The universally-retired 42 for Jackie Robinson, who was already elected to the Hall of Fame before the Astros ever played a game, is also on that wall. Somewhat appropriate, seeing as how the Astros were the first MLB team to play in a former Confederate State, acknowledging that the arrival of Robinson and other nonwhite players was a good thing. A number not on that wall is 57, which has not been officially retired, but neither has it been reissued since pitcher Darryl Kile died while with the St. Louis Cardinals in 2002. The Astros do not have a team Hall of Fame.
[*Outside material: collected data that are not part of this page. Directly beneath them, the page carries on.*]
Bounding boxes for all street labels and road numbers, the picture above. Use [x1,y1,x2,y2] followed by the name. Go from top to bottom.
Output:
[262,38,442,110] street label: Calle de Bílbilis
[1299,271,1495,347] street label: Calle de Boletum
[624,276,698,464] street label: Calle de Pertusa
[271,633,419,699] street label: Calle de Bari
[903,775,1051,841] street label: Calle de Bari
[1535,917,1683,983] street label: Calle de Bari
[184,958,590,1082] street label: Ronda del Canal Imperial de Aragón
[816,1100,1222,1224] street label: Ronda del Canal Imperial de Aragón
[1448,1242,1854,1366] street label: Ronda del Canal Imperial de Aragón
Stuff. Minute Maid Park has a Team Store in the left field corner of the ballpark, selling standard team-store gear, including many items with the 50th Anniversary logo. A 50th Anniversary team video is available, and so is a CD of longtime Astro broadcaster Milo Hamilton (who is probably best known not for any of his Astros' calls but for calling Hank Aaron's 715th home run while with the Braves). But since the Astros have only been in 1 World Series (2005), and got swept in it, don't look for the official highlight video. The only way you'll see highlights of their 2005 Pennant run is on the anniversary DVD.
As for books about the team, Sara Gilbert (not the Roseanne actress) has published a 50th Anniversary retrospective, with the not-very-imaginative title of The Story of the Houston Astros. Jose De Jesus Ortiz and former Astro catcher Brad Ausmus commemorated the 2005 season with Houston Astros: Armed and Dangerous.
During the Game. Above the left field wall is a CITGO sign, reminiscent of the one visible beyond the left field wall at Fenway Park in Boston. Below the sign, on top of the wall with the Pennants, tying into the train station theme, is a "track" on which a mockup of an old-time steam engine rolls after every Astro home run. And there are a lot of home runs there: Originally named Enron Field when it opened in 2000, the park was nicknamed Ten Run Field -- before Enron became the largest bankruptcy ever to that point, and Coca-Cola bought the naming rights and stuck the Minute Maid brand name, which it owned, on the stadium.
This change in the stadium name, but not in the propensity for offense, led Yankee broadcaster John Sterling, during an Interleague game there, to tell partner Charlie Steiner, "You know, Charlie, I understand that, at Minute Maid Park, the balls are juiced." To which Steiner said, "Ah, that's just pulp fiction."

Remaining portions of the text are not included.